**Recorded data**

*** Block opens ***

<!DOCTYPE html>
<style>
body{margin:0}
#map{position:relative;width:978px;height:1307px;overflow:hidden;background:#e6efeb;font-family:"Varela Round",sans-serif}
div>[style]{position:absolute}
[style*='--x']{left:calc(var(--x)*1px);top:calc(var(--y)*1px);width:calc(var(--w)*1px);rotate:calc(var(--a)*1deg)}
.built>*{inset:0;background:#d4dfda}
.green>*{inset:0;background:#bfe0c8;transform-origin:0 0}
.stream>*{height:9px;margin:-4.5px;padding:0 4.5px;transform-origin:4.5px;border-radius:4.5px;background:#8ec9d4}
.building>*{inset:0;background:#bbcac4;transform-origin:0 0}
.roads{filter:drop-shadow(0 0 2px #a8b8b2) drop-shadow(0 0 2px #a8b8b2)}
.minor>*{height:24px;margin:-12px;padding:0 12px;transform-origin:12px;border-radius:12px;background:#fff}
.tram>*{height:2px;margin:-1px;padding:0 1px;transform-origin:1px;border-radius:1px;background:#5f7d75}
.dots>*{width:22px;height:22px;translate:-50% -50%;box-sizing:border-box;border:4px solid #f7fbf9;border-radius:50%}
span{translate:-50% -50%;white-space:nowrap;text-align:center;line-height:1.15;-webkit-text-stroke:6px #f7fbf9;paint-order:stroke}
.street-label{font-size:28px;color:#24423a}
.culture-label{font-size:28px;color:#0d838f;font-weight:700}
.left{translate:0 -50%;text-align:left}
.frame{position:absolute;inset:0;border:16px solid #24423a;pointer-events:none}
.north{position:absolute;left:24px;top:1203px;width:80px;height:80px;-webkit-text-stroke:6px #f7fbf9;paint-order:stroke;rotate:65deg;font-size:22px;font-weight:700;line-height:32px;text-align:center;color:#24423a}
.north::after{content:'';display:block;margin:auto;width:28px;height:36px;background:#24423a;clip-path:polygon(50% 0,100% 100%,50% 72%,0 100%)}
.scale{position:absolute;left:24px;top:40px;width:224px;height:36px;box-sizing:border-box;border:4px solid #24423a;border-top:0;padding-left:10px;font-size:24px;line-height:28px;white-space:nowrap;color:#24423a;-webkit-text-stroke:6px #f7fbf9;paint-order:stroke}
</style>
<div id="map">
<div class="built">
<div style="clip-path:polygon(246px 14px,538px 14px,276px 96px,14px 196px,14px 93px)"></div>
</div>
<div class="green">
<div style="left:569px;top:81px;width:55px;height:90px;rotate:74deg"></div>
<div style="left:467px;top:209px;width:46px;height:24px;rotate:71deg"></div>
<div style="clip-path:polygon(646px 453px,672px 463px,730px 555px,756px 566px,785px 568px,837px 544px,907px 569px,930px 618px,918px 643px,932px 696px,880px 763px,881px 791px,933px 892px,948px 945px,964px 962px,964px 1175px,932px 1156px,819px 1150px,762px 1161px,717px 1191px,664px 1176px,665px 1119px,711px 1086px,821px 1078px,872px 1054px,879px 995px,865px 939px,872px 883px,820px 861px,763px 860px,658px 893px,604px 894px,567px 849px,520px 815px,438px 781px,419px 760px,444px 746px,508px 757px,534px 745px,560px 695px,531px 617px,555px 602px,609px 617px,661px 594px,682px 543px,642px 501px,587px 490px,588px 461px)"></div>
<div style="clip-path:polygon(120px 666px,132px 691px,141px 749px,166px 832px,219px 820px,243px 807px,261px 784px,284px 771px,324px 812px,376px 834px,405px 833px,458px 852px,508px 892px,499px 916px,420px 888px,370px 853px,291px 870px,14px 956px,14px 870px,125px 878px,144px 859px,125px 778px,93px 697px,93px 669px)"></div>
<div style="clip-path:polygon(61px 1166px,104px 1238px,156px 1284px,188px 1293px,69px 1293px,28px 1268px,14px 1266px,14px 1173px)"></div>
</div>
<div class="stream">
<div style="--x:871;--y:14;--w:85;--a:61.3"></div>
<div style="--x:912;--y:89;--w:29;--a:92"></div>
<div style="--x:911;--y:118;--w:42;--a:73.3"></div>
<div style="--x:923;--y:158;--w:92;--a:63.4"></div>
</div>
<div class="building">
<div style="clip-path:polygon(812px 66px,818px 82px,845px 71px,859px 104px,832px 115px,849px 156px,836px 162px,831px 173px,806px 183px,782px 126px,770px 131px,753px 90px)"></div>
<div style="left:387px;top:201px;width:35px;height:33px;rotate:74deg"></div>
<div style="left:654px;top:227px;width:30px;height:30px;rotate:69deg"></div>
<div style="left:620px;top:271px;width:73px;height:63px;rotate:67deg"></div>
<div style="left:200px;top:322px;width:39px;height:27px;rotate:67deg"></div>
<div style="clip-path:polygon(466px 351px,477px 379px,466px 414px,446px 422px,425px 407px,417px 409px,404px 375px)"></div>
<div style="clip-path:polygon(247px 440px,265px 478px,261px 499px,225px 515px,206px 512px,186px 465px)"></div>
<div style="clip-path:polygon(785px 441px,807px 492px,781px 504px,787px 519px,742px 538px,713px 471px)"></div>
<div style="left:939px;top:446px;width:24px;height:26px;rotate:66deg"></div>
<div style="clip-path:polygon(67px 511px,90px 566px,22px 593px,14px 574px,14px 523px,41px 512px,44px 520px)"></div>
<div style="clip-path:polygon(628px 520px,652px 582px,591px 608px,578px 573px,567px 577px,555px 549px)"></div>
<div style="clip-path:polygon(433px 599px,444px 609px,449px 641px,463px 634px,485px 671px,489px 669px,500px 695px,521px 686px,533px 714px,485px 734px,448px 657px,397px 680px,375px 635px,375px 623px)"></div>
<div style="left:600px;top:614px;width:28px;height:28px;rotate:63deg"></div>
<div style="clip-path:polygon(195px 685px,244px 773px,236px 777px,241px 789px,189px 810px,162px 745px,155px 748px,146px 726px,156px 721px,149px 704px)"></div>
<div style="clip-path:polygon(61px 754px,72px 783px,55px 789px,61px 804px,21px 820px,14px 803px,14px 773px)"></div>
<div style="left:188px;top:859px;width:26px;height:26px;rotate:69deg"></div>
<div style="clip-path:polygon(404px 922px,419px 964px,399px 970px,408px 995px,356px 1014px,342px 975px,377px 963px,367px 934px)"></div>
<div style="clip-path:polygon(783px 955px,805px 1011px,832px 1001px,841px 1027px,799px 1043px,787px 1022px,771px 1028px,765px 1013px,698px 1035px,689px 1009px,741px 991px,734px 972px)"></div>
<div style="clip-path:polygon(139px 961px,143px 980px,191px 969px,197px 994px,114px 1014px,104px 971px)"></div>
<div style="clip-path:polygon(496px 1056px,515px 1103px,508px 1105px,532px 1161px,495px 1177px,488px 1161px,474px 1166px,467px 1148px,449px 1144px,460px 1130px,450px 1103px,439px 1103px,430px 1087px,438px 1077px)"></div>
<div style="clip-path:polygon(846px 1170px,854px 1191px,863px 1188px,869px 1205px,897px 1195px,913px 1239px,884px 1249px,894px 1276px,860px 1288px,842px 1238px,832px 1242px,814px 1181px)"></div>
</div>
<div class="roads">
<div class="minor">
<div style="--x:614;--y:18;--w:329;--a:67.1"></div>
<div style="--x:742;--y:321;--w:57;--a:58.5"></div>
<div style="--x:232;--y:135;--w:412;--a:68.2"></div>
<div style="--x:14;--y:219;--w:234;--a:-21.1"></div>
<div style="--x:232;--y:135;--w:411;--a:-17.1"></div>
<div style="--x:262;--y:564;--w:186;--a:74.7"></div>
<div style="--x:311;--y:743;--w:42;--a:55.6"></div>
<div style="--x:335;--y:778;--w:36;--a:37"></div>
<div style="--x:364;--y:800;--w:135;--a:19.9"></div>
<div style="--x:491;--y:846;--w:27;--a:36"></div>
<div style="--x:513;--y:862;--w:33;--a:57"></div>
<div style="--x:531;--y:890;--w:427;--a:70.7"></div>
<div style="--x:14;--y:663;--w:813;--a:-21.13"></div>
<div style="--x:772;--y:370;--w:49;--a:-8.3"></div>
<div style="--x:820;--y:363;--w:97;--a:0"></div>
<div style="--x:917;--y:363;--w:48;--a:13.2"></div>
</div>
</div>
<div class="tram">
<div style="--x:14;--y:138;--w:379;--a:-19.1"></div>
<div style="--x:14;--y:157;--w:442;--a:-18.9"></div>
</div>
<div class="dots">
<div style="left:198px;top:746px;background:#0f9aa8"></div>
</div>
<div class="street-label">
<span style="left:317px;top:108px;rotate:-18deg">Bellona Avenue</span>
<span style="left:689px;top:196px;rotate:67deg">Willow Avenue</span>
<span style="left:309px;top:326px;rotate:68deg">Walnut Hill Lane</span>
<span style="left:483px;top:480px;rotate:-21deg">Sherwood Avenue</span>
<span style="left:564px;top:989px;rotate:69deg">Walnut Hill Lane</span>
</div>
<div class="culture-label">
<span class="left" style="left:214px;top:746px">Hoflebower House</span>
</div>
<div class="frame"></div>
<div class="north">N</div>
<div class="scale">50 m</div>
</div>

*** Block closes ***

**EXERCISE DESCRIPTION**
From the lines above, copy those that contain the word "stream".

**YOUR SOLUTION**
.stream>*{height:9px;margin:-4.5px;padding:0 4.5px;transform-origin:4.5px;border-radius:4.5px;background:#8ec9d4}
<div class="stream">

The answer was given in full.